In a webinar on Friday announcing the report, Arduin said Dunleavy could improve his ranking by cutting state spending and working to change state policies on welfare and labor unions.
She said Alaska’s state spending as a share of the state’s economy is four times Florida’s.
“So the spending is through the roof,” she said. “Part of the reason is because of the policies, including union control; no … education choice; welfare dependency is through the roof. So he has a lot of opportunities across the board to improve his state’s economy.”
Regarding the issue of education choice, report co-author Arthur Laffer has advocated that states pay parents for private school tuition.
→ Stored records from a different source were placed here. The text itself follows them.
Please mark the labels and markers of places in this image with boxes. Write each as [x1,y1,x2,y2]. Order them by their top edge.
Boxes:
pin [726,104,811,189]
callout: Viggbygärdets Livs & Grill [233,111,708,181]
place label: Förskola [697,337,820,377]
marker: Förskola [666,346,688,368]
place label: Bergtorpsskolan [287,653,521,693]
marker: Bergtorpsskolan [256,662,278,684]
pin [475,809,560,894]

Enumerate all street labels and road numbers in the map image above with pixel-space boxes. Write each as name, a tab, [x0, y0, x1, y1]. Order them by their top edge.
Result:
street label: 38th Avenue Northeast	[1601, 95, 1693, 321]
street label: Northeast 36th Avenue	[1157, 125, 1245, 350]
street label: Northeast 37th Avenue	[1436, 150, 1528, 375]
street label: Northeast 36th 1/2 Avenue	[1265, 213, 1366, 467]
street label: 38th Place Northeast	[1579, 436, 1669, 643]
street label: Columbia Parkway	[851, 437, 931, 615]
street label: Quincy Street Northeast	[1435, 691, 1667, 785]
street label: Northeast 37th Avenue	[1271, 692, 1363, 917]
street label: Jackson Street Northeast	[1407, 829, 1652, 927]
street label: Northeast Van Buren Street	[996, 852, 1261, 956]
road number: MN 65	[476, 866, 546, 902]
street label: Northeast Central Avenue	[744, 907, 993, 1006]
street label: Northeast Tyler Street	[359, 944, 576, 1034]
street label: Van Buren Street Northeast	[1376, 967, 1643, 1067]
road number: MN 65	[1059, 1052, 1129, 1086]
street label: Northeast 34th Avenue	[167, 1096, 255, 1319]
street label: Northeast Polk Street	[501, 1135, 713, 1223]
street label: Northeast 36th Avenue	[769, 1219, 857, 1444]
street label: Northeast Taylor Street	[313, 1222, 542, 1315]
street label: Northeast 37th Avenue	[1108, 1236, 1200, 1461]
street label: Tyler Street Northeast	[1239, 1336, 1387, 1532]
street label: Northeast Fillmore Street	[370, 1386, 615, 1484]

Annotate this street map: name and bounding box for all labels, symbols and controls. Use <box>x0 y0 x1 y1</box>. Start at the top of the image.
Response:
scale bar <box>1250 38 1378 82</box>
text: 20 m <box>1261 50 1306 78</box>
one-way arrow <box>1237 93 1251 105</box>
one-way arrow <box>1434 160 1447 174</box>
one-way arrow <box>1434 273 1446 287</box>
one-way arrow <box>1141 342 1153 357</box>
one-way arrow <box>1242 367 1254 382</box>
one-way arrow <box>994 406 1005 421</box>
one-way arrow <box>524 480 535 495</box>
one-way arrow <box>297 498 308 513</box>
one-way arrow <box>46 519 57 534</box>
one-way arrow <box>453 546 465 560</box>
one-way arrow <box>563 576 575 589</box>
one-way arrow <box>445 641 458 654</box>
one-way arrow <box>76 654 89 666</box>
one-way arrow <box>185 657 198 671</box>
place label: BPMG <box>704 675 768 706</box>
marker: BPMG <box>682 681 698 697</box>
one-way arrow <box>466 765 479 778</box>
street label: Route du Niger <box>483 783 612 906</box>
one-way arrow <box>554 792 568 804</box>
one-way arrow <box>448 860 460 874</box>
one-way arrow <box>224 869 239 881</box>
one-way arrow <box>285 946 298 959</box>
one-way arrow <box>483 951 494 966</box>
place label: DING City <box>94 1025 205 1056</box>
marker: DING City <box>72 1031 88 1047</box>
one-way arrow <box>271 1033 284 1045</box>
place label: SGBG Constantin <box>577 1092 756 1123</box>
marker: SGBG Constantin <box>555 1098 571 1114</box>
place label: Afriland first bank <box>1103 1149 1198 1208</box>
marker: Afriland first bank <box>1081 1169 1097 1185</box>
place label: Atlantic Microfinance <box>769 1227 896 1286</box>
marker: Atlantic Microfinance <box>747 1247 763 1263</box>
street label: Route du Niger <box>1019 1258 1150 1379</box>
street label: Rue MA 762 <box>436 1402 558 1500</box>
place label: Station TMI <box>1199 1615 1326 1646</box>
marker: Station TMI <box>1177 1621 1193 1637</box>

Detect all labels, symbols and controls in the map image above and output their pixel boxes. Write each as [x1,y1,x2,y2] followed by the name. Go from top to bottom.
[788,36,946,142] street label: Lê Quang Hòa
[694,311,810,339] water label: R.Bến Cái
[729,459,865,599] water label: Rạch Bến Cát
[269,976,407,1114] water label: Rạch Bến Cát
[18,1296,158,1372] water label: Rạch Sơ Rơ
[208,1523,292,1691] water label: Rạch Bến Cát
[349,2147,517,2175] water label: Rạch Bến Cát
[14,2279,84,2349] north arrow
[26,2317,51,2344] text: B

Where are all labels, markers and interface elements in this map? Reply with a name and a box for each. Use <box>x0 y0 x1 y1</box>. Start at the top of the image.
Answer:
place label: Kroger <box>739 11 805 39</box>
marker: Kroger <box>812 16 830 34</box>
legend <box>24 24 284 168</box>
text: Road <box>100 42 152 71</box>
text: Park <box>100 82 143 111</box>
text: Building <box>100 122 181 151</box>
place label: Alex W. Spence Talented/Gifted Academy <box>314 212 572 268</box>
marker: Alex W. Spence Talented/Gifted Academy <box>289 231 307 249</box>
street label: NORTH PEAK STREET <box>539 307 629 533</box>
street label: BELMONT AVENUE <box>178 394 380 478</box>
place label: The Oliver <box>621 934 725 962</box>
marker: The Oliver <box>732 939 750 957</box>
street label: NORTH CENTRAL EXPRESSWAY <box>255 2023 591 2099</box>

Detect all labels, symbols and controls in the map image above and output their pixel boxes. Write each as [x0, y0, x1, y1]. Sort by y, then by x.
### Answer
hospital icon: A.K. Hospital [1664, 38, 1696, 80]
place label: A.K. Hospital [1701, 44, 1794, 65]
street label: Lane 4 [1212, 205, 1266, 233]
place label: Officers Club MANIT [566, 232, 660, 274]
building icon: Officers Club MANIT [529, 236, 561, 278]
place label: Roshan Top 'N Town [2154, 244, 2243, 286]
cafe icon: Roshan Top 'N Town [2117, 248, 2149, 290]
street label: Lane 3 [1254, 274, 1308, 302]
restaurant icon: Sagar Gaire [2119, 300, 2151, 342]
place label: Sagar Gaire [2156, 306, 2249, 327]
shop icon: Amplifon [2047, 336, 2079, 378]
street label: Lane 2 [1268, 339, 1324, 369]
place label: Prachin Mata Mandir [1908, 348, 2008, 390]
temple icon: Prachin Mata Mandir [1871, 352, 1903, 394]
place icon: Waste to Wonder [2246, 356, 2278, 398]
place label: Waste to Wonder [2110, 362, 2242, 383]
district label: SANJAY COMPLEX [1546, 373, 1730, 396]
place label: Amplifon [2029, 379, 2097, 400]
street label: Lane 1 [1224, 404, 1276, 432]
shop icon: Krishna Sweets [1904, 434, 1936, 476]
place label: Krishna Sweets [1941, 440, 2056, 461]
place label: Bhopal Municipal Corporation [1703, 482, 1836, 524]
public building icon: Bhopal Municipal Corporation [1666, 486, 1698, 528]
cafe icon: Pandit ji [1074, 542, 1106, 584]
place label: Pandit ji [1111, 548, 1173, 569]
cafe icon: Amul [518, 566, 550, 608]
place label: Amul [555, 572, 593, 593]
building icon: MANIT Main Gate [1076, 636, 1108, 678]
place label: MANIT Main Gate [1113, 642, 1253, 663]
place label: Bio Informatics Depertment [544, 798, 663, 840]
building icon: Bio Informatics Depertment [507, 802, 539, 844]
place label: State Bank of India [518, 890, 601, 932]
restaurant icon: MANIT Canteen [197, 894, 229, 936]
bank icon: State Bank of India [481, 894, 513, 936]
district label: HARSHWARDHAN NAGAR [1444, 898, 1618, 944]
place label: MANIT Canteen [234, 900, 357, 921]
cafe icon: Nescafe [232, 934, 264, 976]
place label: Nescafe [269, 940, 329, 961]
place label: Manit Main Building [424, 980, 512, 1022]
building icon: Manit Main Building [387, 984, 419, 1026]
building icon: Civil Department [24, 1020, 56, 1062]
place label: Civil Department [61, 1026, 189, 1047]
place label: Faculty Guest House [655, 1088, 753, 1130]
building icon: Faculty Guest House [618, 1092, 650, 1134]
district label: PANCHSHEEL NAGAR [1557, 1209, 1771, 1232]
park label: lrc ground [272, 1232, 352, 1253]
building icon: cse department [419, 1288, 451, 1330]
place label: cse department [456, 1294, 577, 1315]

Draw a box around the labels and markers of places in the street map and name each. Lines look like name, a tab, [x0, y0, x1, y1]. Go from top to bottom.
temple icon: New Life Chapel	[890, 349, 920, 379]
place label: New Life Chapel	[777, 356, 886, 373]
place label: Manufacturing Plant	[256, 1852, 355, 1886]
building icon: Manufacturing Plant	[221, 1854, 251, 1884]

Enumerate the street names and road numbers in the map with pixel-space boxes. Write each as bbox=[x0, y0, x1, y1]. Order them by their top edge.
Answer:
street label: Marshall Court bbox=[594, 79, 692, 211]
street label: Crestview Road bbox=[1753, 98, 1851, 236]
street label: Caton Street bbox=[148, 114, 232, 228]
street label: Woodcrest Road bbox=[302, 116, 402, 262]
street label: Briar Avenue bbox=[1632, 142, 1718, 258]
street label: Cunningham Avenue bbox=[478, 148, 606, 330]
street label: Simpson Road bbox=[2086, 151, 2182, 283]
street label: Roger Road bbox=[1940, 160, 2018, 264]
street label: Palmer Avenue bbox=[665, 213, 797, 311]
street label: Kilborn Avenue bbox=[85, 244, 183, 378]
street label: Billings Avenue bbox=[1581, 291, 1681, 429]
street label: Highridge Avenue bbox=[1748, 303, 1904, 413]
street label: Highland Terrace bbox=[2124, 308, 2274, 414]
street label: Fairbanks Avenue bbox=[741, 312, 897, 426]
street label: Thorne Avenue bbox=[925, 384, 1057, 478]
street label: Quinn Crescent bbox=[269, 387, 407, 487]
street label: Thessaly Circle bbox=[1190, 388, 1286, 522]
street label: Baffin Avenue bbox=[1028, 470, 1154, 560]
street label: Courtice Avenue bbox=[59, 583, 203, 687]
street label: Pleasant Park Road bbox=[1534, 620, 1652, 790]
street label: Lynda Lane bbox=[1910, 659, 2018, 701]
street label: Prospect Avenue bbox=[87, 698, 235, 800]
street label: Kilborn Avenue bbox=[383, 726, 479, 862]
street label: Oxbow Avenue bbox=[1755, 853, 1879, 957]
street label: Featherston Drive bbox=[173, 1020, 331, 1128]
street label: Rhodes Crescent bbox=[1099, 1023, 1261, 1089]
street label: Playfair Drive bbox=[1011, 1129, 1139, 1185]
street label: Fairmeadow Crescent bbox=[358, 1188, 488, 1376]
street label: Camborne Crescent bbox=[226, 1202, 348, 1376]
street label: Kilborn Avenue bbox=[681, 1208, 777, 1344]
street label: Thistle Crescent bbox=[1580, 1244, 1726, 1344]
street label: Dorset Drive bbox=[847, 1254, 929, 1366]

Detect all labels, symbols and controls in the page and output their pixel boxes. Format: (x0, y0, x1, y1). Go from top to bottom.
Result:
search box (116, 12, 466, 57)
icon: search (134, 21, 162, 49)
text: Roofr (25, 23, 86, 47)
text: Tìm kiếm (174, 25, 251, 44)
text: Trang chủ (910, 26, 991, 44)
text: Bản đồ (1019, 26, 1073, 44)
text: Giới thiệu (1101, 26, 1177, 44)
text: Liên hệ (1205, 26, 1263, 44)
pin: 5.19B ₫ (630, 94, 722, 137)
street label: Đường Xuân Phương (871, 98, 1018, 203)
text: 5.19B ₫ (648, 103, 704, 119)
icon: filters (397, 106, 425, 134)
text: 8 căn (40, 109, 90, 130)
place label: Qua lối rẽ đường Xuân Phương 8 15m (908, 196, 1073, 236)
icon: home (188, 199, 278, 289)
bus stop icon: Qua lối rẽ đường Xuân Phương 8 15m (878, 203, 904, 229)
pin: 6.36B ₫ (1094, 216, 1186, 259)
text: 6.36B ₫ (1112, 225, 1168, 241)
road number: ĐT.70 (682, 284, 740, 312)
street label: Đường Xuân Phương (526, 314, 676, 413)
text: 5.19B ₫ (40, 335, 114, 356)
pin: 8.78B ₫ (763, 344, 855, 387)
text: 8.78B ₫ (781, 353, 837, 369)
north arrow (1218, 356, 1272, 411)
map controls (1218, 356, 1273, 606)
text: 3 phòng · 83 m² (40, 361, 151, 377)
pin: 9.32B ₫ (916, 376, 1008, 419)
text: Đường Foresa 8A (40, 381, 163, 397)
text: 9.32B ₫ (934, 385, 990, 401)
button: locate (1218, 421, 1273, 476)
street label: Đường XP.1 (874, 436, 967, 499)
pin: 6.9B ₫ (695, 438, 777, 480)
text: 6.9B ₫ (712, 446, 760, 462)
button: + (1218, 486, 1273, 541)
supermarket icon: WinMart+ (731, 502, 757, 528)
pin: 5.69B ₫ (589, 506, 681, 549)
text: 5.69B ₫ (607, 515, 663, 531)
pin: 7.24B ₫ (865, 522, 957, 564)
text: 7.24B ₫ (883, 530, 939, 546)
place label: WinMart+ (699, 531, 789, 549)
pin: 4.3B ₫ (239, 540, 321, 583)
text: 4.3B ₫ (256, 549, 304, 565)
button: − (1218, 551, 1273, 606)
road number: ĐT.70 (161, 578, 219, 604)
The report credited Dunleavy with trying to reduce spending, for not introducing an income tax, and for an attempt to end state collection of state employee union dues that’s stuck in a legal battle. But it considered cuts to Permanent Fund dividends — which the Alaska Legislature passed over Dunleavy’s objection — as a form of taxation.
Dunleavy’s office called the report “well researched” in a written statement that added: “It is no secret that Alaska has taken decades to reach this point due to overspending.”
Dunleavy’s office notes that the report ranked him third in spending policy and 13th in his handling of CARES Act funds. His office also says input from the Legislature and the courts is needed to change the union and welfare policies. And Dunleavy also believes the Legislature also must cooperate on education to make improvements.
Arduin was Alaska’s budget director for nine months after Dunleavy took office. She helped write Dunleavy’s first budget proposal, which drew strong criticism from lawmakers and members of the public. It also drove a recall campaign.
She recently helped lead a two-day seminar in Alaska. Organizers said 36 Republican and Libertarian legislators and candidates attended, according to the Anchorage Daily News.
The report was published by the American Legislative Exchange Council, or ALEC, which promotes conservative state legislation.